_Exercise details:_
Report how many lines of the records below include the word "Describe". Give nothing but the number.

Records from a collection:
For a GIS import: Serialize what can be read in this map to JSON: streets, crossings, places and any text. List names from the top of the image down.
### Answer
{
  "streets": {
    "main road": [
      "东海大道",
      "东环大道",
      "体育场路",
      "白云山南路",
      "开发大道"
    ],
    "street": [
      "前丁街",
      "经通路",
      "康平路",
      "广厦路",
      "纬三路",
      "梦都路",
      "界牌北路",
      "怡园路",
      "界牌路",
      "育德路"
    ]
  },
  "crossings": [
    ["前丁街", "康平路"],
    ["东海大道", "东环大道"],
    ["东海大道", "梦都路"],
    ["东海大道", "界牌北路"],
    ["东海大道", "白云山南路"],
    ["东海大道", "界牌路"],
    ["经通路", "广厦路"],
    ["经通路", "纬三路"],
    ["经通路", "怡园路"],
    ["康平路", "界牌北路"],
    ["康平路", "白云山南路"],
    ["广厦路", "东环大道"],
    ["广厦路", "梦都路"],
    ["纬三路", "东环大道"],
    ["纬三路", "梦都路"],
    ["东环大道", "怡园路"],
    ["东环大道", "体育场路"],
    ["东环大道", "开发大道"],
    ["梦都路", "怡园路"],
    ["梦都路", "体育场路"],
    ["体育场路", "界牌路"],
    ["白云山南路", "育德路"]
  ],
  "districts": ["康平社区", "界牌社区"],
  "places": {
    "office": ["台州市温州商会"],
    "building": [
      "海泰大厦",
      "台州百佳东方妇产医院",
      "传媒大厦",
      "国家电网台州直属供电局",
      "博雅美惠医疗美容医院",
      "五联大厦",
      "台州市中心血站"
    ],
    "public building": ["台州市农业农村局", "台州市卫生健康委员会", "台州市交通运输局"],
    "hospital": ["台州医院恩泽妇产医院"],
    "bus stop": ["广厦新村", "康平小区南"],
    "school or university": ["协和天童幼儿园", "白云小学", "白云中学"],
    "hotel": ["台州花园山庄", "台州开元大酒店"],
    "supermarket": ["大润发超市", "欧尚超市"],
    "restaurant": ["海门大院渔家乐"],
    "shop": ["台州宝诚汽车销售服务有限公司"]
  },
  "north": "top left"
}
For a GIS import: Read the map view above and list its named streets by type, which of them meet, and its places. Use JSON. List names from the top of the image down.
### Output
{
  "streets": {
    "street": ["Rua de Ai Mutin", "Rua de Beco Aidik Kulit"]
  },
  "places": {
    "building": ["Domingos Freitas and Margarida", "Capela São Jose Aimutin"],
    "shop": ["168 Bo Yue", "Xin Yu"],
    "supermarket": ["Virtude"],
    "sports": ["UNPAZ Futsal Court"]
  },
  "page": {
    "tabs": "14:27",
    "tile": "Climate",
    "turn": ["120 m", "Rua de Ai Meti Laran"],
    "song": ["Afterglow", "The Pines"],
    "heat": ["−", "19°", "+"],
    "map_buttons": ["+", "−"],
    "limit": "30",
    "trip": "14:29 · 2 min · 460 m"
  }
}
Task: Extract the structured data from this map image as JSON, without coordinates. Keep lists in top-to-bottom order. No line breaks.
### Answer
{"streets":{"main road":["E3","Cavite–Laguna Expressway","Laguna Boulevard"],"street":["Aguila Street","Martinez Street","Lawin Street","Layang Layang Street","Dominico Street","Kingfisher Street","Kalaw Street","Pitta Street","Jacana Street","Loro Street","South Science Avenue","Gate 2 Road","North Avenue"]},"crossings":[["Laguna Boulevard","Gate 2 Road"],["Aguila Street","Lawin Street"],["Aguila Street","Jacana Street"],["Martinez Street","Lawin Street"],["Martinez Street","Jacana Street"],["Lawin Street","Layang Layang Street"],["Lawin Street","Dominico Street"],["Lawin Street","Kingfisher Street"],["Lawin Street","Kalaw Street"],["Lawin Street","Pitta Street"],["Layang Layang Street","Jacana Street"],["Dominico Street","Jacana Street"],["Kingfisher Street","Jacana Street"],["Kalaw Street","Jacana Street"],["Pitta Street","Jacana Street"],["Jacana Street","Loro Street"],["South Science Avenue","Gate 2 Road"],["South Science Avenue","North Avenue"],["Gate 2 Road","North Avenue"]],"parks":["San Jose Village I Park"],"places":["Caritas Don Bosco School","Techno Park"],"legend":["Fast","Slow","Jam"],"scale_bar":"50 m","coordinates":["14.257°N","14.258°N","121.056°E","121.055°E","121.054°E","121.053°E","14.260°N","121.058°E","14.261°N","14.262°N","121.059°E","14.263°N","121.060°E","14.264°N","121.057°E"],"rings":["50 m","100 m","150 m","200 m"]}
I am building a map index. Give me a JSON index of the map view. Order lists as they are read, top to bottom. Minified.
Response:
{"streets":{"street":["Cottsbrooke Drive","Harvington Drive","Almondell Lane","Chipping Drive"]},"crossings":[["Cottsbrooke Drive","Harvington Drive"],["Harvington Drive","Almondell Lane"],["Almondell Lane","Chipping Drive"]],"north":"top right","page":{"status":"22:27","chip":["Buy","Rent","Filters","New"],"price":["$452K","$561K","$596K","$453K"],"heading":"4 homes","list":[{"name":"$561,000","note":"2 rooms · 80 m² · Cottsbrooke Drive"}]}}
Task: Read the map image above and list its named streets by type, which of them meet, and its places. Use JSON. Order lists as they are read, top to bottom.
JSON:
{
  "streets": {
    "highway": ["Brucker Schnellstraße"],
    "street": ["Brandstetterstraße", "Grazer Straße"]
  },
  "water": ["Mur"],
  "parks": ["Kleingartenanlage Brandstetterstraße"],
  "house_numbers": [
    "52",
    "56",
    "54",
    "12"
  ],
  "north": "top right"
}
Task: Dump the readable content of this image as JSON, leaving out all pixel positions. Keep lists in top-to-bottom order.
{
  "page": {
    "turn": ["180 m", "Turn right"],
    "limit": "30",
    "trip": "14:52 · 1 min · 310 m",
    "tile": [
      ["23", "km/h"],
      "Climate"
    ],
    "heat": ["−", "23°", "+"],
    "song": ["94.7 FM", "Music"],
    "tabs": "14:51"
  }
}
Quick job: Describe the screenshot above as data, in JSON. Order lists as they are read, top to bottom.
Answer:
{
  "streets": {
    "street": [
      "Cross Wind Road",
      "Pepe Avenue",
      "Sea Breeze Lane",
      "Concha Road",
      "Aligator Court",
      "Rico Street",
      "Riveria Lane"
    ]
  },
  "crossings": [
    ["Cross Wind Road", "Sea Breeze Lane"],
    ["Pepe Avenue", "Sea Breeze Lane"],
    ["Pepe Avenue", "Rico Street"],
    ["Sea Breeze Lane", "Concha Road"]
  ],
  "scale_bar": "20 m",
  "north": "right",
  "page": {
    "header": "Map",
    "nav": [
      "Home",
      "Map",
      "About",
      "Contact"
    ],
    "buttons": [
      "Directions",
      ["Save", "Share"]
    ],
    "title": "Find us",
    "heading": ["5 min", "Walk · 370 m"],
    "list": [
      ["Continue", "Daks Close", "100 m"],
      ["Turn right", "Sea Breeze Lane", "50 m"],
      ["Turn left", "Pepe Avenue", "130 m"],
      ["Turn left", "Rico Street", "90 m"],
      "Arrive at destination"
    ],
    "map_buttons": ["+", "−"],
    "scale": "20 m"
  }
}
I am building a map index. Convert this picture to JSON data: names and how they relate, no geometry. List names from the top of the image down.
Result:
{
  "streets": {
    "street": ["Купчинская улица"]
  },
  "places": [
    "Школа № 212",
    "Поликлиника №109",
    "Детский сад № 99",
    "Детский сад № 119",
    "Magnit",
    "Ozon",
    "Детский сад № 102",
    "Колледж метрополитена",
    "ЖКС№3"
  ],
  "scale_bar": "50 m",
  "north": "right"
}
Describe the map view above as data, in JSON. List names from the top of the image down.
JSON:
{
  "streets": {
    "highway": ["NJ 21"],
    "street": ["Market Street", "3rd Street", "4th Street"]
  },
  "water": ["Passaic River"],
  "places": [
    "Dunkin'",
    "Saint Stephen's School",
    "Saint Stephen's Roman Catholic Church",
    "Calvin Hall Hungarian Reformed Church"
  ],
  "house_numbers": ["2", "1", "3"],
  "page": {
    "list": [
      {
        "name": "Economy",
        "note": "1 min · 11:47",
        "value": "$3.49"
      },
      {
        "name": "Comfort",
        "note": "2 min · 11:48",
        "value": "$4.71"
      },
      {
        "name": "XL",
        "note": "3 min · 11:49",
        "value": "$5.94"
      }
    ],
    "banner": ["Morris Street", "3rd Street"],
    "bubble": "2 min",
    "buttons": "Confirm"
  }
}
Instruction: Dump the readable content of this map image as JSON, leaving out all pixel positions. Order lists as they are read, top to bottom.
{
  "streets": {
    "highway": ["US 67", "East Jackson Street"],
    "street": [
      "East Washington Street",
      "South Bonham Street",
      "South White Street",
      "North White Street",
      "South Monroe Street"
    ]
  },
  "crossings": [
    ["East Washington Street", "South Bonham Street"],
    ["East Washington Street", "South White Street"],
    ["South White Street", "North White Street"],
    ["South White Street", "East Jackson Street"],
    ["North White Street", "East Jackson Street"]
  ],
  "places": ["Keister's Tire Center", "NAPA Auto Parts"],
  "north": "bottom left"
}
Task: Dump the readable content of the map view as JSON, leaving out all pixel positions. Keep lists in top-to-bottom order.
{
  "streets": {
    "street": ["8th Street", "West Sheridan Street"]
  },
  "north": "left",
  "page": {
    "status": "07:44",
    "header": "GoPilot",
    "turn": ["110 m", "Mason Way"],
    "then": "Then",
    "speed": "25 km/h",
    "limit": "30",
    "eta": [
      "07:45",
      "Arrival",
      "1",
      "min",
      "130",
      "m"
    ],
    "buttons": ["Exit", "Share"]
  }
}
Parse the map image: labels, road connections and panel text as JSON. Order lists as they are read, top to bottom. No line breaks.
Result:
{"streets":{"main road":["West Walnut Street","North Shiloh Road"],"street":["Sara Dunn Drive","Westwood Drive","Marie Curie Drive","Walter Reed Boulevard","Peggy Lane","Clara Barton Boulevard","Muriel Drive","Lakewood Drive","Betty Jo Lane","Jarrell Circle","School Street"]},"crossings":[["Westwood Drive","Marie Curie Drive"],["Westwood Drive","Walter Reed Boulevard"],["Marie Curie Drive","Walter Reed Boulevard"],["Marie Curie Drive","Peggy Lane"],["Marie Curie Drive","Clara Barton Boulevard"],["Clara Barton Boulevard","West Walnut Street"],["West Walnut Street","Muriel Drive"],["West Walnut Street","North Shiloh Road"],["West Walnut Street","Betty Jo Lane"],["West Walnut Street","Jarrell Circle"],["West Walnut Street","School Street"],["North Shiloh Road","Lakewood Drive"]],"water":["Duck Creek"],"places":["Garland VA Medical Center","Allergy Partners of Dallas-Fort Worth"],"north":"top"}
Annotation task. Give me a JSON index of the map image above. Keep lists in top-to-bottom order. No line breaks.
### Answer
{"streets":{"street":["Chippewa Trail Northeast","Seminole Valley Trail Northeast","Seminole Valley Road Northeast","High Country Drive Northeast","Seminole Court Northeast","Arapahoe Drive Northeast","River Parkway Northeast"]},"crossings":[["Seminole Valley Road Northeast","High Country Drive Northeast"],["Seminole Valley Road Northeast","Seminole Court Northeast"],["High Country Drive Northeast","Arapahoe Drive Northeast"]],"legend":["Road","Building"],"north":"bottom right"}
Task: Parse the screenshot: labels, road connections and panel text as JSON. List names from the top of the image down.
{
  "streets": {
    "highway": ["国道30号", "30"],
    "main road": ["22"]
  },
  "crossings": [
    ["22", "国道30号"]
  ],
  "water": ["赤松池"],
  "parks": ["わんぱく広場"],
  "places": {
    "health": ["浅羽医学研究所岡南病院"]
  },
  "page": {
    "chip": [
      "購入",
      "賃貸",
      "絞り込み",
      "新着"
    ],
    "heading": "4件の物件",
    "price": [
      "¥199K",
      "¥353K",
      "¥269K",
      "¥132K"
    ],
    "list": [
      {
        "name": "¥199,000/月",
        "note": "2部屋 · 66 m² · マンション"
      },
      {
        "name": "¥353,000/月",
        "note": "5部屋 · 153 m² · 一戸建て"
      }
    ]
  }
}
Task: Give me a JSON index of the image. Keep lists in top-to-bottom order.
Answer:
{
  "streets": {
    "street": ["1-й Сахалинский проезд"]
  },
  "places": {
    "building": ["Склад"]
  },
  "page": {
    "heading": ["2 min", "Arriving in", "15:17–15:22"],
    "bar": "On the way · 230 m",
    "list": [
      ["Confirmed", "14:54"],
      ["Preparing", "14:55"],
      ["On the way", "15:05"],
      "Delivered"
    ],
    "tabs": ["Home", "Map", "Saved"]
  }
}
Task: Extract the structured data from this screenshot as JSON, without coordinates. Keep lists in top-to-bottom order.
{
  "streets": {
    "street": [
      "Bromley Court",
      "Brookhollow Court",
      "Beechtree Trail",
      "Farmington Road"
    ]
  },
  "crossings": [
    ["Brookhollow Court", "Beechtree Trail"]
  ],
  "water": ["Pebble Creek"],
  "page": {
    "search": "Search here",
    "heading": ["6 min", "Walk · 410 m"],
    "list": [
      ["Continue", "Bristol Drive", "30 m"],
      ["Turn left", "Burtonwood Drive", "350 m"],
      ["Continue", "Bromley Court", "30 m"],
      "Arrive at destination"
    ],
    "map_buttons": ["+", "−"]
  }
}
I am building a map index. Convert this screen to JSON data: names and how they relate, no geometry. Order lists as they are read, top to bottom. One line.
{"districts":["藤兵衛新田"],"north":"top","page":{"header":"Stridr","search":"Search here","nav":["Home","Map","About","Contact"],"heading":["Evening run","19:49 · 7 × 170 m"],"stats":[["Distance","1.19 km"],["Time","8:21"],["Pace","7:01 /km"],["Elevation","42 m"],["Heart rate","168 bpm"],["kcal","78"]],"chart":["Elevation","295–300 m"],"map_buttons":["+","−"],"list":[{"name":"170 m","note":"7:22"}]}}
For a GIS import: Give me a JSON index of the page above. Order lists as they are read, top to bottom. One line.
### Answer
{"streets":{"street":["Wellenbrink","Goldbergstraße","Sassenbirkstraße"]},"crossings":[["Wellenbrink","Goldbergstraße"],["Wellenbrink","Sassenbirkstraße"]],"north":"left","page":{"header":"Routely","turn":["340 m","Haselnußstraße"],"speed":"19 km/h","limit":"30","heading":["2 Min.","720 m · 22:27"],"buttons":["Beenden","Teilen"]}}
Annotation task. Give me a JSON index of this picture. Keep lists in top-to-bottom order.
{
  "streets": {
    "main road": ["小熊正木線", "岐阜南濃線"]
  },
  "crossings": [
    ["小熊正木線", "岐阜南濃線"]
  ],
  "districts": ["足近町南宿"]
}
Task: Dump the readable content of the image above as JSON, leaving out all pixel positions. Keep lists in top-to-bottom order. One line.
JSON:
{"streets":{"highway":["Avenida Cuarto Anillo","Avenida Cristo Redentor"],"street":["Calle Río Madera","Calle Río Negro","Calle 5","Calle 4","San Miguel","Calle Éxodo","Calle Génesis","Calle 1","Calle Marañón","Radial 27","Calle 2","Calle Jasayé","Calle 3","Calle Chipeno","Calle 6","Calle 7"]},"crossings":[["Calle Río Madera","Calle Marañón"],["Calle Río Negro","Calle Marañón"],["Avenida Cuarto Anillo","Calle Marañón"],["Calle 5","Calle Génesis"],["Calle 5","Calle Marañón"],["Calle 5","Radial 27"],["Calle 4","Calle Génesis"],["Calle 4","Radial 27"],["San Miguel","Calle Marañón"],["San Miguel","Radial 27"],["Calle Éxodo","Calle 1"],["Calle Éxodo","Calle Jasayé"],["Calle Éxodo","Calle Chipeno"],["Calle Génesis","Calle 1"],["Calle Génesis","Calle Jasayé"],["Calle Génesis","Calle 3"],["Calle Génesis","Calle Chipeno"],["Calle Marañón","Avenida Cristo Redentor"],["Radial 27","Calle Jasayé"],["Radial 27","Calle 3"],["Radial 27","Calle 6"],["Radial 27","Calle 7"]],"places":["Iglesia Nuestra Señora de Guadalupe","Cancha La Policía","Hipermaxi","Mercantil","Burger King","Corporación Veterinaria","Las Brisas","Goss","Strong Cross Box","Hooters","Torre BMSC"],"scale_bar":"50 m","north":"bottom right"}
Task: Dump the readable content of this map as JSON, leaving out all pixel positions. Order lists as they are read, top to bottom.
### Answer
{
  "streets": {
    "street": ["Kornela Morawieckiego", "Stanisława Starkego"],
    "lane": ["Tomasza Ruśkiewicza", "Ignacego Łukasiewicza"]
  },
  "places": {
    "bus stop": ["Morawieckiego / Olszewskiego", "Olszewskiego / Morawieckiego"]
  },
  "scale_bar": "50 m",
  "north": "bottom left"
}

_Result for this task:_
2